Artık mağazanın güvenliğinden sorumlu olan Thierry gün boyunca kameralardan müşterileri takip etmekte, “şüpheli” davrananları marketin bodrumunda bir odaya götürerek “işlem” yapmaktadır. Örneğin, bir şarj cihazının parasını ödemeden marketten çıkmaya çalışan bir genç sorgulanır burada. Emektar bir kasiyerin müşteriler için hazırlanan indirim kuponlarını kullandığının ortaya çıkması üzerine sorgulanması, o kasiyerin işinden olmasıyla sonuçlanır. Ama bunu gurur meselesi yapan kasiyer, ertesi gün işe gelip kendi masasında intihar eder. Patron çalışanları toplayıp intiharın iş yeriyle ilgili olmadığını, onun iş dışında da bir yaşamı olduğunu, özel hayatındaki sorunlardan dolayı intihar etmiş olduğunu söyleyerek kendini ve şirketini aklar. İnsanlar geçici, iş daimidir ne de olsa!
Thierry bu intihardan oldukça etkilenir, ama onun için asıl kırılma başka bir olayda gelir. Bu kez siyah bir çalışan, bir müşteri için kendi indirim kartını kullandığı için “sorgulanır”. Kadının “Bunun için işten atılacak değilim herhalde” sorusuna Thierry “Bilmiyorum” diye yanıtlar: “Bilmiyorum”! Oysa bu yanıt kendine verilen yetkiyi kullanmak istememekle ilgili verilen net bir yanıttır. Bir itaatsizliktir, işsiz kaldığında neyle karşılaşacağını bile bile sistemin kendisinden bekleneni yapmaması üzerine bir isyandır.

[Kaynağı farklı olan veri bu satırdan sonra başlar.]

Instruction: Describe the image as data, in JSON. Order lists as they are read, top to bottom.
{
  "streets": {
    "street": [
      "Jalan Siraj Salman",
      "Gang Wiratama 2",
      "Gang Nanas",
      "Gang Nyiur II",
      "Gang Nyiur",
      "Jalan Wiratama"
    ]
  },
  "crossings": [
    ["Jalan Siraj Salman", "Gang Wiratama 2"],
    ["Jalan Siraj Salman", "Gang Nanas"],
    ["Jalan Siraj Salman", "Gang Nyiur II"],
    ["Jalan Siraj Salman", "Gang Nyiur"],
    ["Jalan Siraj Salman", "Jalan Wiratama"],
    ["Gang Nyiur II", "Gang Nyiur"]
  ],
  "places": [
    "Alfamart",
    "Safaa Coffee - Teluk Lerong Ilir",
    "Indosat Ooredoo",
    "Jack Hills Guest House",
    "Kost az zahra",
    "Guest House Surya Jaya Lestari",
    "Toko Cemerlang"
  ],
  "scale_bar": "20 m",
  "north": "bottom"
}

Biliyoruz ki, kapitalizm nüfuz ettiği her yerde insanları çaresizleştiriyor, onları sorgulamayan, her şeyi kabullenen robotlar haline getirmek için örüyor. Ama bu sistem ne kadar güçlü olduğunu düşünse de Thierry gibileri çıkıp bu işleyişe dahil olmamayı seçebiliyor. Her gün farklı farklı Thierryler sistemin baskısını daha da fark eder, daha da sorgular hale geliyor. Sorguladıkça da yükselme ve başarı üzerine kurulu bu sistemin dişlilerinden sıyrılmayı daha çok başarıyor. İşte ancak o zaman yaşamın gerçek değerinin farkına varılabiliyor.